Bachelor plays Del, a South Central slacker who runs a small gym with his mother Roberta (Parks and Recreation's Retta, wasted in this role) while palling around with best friend Juice (Allen Maldonado) and crushing on the perpetually unimpressed Alicia (Kat Graham). His father and uncle started the gym, but are serving long prison sentences for robbing a bank. (Actually, Crews' Uncle Leon recently escaped, but Del won't know that for a while.)
When Dad tells Del where the million-dollar loot from that heist is stashed, Del can't wait to retrieve it. But what once was a flophouse has now been gentrified by students of a nearby college: In order to access the basement walls that hold the treasure, he's going to have to pledge a frat whose membership currently happens to be all-white.
But lest we get the wrong idea, the Kappa Alpha Chi men are not at all racist! Turns out, the dimwitted fellas' attempts to avoid giving offense are responsible for almost all the film's laughs, thanks in no small part to Josh Brener (Silicon Valley), whose pre-law character Clarke is quick to issue trigger warnings. The film has a fair bit of fun watching as he and his bros try to haze a black man without offending him or prompting a lawsuit.

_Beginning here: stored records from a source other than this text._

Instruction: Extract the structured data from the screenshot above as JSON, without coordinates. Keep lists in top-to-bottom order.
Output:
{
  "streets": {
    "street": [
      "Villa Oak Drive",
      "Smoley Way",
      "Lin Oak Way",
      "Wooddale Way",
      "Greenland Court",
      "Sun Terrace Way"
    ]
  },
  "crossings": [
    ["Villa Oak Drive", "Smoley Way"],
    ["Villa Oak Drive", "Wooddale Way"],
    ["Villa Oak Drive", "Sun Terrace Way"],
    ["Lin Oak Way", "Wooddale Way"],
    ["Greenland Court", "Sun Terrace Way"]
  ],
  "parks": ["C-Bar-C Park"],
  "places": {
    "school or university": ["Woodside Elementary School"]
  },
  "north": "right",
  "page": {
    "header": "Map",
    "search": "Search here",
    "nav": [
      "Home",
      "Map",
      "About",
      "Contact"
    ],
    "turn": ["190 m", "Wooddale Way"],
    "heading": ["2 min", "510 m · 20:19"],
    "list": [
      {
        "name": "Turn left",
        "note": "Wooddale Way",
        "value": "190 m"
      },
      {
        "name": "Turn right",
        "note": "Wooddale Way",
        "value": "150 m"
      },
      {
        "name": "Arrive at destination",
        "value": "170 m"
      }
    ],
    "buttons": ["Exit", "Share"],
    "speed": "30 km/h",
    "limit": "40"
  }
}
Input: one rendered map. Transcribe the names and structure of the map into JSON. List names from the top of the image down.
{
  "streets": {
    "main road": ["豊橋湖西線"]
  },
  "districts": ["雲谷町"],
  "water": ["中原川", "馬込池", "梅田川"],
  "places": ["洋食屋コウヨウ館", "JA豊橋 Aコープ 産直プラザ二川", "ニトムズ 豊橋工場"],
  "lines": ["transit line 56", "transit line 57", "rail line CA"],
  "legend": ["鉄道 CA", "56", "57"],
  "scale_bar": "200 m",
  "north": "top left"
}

Clarke would, one guesses, be made slightly uncomfortable by watching a film whose protagonists are people of color but whose white director seems most invested in the comic potential of his white supporting characters. Whatever the real-life politics of the filmmakers, this is shaky ground. While Zabielski and his co-writers never shortchange their stars in terms of screen time, their imaginations fail them when it comes to giving Crews and Method Man interesting things to do and say. In the case of Method Man, though, the rapper/actor's attitude alone carries him past the script's deficiencies.
The action gets sluggish whenever Del isn't, as he puts it, playing the white-guilt game with his new friends. But at 85 minutes, Where's the Money doesn't spend too much time lingering in these dead zones. Del's story of whisking money out from under white folks' noses has a happy, if implausible, ending. Just don't tell whomever Del's father ripped off in the first place.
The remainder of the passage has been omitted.